To summarize what follows below (“shorter sloth”, as it were), the case for g rests on a statistical technique, factor analysis, which works solely on correlations between tests. Factor analysis is handy for summarizing data, but can’t tell us where the correlations came from; it always says that there is a general factor whenever there only positive correlations. The appearance of g is a trivial reflection of that correlation structure. A clear example, known since 1916, shows that factor analysis can give the appearance of a general factor when there are actually many thousands of completely independent and equally strong causes at work. Heritability doesn’t distinguish these alternatives either. Exploratory factor analysis being no good at discovering causal structure, it provides no support for the reality of g.
The worst thing about the continuing reliance on factor analysis is that it simply isn’t a tool that can do that. In some sense, back when we didn’t have laptops that could do things in 3 minutes what took 3 days even just 12 years ago let alone 30 years ago, factor analysis provided a very good first step to analyzing data and do what I call feeling out the data.
Those trying to impute causality with factor analysis are wrong on two different levels. First, the method is not capable of doing so–but yet, Charles Murray wrote a book using it at the core of his argument.
Second, correlation does not mean causation.
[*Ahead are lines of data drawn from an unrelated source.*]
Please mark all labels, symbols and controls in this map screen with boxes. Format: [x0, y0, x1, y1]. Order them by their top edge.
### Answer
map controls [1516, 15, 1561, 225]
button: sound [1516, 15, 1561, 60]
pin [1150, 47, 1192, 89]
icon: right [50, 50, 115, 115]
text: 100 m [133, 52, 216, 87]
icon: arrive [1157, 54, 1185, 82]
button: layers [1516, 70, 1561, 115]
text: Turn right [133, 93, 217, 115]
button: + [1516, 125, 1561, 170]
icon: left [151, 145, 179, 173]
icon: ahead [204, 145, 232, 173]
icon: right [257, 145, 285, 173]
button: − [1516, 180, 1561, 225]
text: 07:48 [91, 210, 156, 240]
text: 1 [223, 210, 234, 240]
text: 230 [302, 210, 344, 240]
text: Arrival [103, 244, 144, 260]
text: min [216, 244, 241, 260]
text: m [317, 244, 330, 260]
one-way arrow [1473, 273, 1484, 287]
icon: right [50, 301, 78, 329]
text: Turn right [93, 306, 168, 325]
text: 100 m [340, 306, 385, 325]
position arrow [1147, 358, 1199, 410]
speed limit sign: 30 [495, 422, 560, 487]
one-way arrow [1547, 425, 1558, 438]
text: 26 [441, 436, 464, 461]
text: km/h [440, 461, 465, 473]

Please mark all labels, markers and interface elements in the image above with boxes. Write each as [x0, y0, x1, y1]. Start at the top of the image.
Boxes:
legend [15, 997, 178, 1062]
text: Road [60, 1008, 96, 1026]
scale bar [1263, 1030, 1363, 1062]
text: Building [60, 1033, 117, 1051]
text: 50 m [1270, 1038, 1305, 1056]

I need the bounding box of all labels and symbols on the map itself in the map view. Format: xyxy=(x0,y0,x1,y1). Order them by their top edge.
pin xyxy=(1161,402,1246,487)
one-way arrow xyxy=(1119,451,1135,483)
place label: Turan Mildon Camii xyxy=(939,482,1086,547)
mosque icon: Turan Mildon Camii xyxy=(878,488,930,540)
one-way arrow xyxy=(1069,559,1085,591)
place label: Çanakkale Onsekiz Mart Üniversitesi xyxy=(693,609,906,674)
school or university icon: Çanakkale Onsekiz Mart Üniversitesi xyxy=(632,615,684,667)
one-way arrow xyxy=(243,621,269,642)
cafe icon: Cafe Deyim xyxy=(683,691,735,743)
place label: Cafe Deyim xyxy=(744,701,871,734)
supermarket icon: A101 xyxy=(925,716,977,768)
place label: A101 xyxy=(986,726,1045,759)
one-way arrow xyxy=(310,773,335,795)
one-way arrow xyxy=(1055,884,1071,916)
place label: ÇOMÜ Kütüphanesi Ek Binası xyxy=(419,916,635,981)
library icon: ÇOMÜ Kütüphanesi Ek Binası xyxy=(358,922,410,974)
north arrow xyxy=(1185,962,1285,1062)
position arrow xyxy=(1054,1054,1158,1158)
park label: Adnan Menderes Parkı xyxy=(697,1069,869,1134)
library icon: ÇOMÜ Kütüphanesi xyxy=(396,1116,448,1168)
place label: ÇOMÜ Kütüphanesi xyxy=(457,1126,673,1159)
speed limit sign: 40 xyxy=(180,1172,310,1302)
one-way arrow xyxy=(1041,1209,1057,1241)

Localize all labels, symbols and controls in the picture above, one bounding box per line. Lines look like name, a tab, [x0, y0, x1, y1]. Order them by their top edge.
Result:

For causal determinations, one must first choose a study design that eliminates other possible explanations and offer a theory that can be tested by a significance test that is capable of accepting or rejecting the null hypothesis. Statistical analysis can contribute to the determination of causation, but only in a very specific study design that produces a controlled set of observations for testing.
In the case of Murray’s work, he doesn’t test his hypothesis, he simply finds a correlation and jumps up and down for hundreds of worthless pages. A bunch of gullible morons like Sullivan think it looks sophisticated and declare those who call bullshit are somehow silencing groundbreaking work. That would be groundbreaking work if it were perhaps done in 1900, not 1995 or 2007. It was shoddy bullshit that never should have been published by a reputable publisher.
I’ll copy the following simply because it is as parsimonious of a statement as possible:
If I take any group of variables which are positively correlated, there will, as a matter of algebraic necessity, be a single dominant general factor, which describes more of the variance than any other, and all of them will be “positively loaded” on this factor, i.e., positively correlated with it. Similarly, if you do hierarchical factor analysis, you will always be able to find a single higher-order factor which loads positively onto the lower-order factors and, through them, the actual observables  What psychologists sometimes call the “positive manifold” condition is enough, in and of itself, to guarantee that there will appear to be a general factor. Since intelligence tests are made to correlate with each other, it follows trivially that there must appear to be a general factor of intelligence. This is true whether or not there really is a single variable which explains test scores or not.
These issues are non-trivial. My current boss was trained some decades ago as a psychologist and he always wants to start off with a factor analysis. I usually look up, squint a bit, and shake my head. It’s not that it isn’t useful, it’s just such a basic step, I don’t think of it as anything that interesting to bother mentioning in most work. Of course, he being trained in cognitive psychology understands the limitations of the factor analysis and part of the reason he has had my predecessor and I around is that we know modern statistics and we look up, squint a bit, and shake our heads when he’s all excited about something we aren’t terribly interested in.
I am not sure what the oddest aspect of this situation is, because there are so many. It may be a statistician’s bias, but the things I keep dwelling on are the failures of methodology, which are not, alas, confined to all-correlations-all-the-time psychologists, but also seen in the right (that is, wrong) sort of labor-market sociologist, economists who regress countries’ growth rates on government policies, etc., etc. As the late sociologist Aage Sorensen said (e.g. here), the sort of social science which tries to identify causal effects by calculating regression coefficients or factor loadings stops where the scientist’s work ought, properly, to begin. (A more charitable view would be that these researchers are piling up descriptions, and hoping that someone will come along, any decade now, with explanations.) Many psychometric and econometric theorists know much better, but they seem to have little influence on practice.
I’d argue that quasi-experimental designs also work very well, though that’s a far longer discussion.